(Collected data)
━━━━━━━━━━━━━━━━━━━━━━━━━━━━━━
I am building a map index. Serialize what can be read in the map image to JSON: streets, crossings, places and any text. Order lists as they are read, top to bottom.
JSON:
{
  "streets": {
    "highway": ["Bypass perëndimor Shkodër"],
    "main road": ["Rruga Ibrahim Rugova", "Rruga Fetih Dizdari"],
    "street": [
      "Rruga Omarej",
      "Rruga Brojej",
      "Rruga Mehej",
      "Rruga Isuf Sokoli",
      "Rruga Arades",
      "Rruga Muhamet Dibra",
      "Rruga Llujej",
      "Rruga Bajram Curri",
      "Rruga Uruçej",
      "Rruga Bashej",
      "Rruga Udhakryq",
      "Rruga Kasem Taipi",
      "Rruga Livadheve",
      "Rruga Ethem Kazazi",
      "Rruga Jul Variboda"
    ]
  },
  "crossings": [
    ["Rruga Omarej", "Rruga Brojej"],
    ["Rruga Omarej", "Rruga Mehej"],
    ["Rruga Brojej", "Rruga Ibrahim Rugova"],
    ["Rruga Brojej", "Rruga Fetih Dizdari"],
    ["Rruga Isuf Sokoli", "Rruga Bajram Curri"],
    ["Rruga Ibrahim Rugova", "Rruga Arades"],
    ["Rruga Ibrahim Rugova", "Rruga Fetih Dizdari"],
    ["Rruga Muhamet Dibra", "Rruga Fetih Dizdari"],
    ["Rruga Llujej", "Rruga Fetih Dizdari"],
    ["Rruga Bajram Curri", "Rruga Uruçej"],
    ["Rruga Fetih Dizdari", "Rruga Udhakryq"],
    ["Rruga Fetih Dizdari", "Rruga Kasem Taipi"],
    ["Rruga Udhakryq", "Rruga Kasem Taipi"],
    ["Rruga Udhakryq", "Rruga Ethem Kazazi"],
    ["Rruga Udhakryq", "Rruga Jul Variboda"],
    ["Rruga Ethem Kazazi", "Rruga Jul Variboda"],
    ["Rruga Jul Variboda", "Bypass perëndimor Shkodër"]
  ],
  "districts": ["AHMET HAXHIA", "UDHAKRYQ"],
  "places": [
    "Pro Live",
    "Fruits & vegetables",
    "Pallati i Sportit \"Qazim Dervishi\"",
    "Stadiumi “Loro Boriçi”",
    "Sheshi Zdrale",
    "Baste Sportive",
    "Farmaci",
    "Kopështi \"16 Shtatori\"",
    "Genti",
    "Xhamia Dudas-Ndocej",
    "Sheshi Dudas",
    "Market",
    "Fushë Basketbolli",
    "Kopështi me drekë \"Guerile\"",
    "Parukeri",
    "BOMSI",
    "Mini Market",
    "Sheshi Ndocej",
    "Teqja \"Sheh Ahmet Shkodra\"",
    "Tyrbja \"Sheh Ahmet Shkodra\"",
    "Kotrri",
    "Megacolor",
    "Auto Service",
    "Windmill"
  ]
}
━━━━━━━━━━━━━━━━━━━━━━━━━━━━━━
Exercise prompt - Transcribe the data above so that every line matches exactly.

Problem solution -
I am building a map index. Serialize what can be read in the map image to JSON: streets, crossings, places and any text. Order lists as they are read, top to bottom.
JSON:
{
  "streets": {
    "highway": ["Bypass perëndimor Shkodër"],
    "main road": ["Rruga Ibrahim Rugova", "Rruga Fetih Dizdari"],
    "street": [
      "Rruga Omarej",
      "Rruga Brojej",
      "Rruga Mehej",
      "Rruga Isuf Sokoli",
      "Rruga Arades",
      "Rruga Muhamet Dibra",
      "Rruga Llujej",
      "Rruga Bajram Curri",
      "Rruga Uruçej",
      "Rruga Bashej",
      "Rruga Udhakryq",
      "Rruga Kasem Taipi",
      "Rruga Livadheve",
      "Rruga Ethem Kazazi",
      "Rruga Jul Variboda"
    ]
  },
  "crossings": [
    ["Rruga Omarej", "Rruga Brojej"],
    ["Rruga Omarej", "Rruga Mehej"],
    ["Rruga Brojej", "Rruga Ibrahim Rugova"],
    ["Rruga Brojej", "Rruga Fetih Dizdari"],
    ["Rruga Isuf Sokoli", "Rruga Bajram Curri"],
    ["Rruga Ibrahim Rugova", "Rruga Arades"],
    ["Rruga Ibrahim Rugova", "Rruga Fetih Dizdari"],
    ["Rruga Muhamet Dibra", "Rruga Fetih Dizdari"],
    ["Rruga Llujej", "Rruga Fetih Dizdari"],
    ["Rruga Bajram Curri", "Rruga Uruçej"],
    ["Rruga Fetih Dizdari", "Rruga Udhakryq"],
    ["Rruga Fetih Dizdari", "Rruga Kasem Taipi"],
    ["Rruga Udhakryq", "Rruga Kasem Taipi"],
    ["Rruga Udhakryq", "Rruga Ethem Kazazi"],
    ["Rruga Udhakryq", "Rruga Jul Variboda"],
    ["Rruga Ethem Kazazi", "Rruga Jul Variboda"],
    ["Rruga Jul Variboda", "Bypass perëndimor Shkodër"]
  ],
  "districts": ["AHMET HAXHIA", "UDHAKRYQ"],
  "places": [
    "Pro Live",
    "Fruits & vegetables",
    "Pallati i Sportit \"Qazim Dervishi\"",
    "Stadiumi “Loro Boriçi”",
    "Sheshi Zdrale",
    "Baste Sportive",
    "Farmaci",
    "Kopështi \"16 Shtatori\"",
    "Genti",
    "Xhamia Dudas-Ndocej",
    "Sheshi Dudas",
    "Market",
    "Fushë Basketbolli",
    "Kopështi me drekë \"Guerile\"",
    "Parukeri",
    "BOMSI",
    "Mini Market",
    "Sheshi Ndocej",
    "Teqja \"Sheh Ahmet Shkodra\"",
    "Tyrbja \"Sheh Ahmet Shkodra\"",
    "Kotrri",
    "Megacolor",
    "Auto Service",
    "Windmill"
  ]
}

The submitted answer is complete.